■ **Data**:

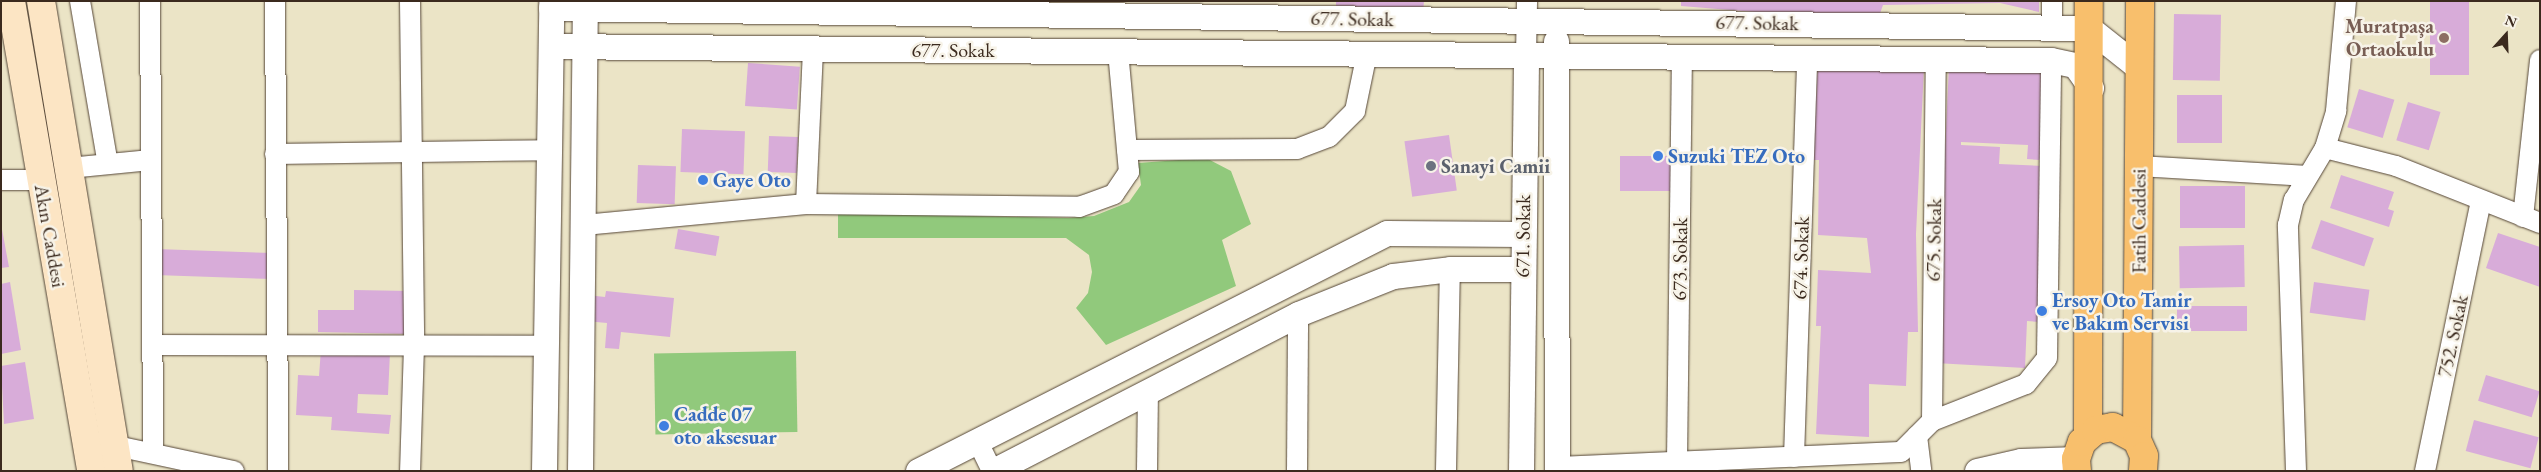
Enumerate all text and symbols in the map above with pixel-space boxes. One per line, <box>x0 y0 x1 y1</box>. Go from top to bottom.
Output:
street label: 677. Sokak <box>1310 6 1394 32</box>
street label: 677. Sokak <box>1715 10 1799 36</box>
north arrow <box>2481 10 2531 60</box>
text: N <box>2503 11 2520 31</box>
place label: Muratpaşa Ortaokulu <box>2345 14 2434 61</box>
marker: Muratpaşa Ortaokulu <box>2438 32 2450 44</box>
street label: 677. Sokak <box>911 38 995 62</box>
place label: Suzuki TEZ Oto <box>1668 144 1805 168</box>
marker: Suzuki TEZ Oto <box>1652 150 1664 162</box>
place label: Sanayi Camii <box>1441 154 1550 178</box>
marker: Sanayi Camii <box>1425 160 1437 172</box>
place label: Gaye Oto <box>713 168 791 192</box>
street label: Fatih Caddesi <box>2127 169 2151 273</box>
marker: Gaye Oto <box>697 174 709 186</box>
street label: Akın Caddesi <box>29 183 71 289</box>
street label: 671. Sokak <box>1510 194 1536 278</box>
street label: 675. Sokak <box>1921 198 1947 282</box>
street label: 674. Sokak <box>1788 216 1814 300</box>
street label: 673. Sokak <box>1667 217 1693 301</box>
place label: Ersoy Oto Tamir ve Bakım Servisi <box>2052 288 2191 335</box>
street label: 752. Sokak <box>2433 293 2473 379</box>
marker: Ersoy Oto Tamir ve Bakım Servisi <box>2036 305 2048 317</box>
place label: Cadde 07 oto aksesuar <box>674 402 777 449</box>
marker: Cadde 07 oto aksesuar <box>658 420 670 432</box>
---
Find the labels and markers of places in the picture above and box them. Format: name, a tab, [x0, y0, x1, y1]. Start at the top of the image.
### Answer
* * *
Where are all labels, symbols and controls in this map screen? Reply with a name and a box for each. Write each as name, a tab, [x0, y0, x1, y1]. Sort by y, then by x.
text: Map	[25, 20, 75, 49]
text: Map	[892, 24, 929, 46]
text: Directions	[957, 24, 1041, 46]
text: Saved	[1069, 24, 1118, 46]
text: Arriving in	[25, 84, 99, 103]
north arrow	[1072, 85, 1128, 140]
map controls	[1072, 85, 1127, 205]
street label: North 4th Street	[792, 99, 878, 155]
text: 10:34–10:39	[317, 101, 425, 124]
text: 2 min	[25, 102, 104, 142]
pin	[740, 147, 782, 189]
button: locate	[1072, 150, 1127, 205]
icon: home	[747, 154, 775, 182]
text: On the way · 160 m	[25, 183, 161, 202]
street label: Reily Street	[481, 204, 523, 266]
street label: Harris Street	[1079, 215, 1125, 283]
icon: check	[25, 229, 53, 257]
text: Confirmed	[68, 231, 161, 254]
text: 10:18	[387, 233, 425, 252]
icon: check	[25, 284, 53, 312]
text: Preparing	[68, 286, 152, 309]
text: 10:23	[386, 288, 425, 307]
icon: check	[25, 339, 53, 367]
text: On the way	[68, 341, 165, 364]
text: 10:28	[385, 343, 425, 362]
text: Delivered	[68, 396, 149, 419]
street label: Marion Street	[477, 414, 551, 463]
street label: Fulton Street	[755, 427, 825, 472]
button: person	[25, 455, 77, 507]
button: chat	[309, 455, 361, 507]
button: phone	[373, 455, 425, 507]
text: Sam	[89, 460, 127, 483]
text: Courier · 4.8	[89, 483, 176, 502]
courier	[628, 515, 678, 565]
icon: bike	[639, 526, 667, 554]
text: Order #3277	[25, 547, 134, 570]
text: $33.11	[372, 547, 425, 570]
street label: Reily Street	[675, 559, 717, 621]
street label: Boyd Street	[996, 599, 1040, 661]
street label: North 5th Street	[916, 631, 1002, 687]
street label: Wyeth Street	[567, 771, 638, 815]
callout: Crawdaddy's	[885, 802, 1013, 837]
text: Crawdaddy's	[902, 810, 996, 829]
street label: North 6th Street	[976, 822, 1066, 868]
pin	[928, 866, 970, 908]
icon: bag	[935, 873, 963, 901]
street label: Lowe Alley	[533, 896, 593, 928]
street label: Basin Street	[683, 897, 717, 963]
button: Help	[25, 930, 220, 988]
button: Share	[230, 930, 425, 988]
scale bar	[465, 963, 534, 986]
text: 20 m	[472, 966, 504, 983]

■ **Aim of the exercise**: Filter the records for lines containing the word "above" and copy each one.

■ **Your response**:
Enumerate all text and symbols in the map above with pixel-space boxes. One per line, <box>x0 y0 x1 y1</box>. Go from top to bottom.
Find the labels and markers of places in the picture above and box them. Format: name, a tab, [x0, y0, x1, y1]. Start at the top of the image.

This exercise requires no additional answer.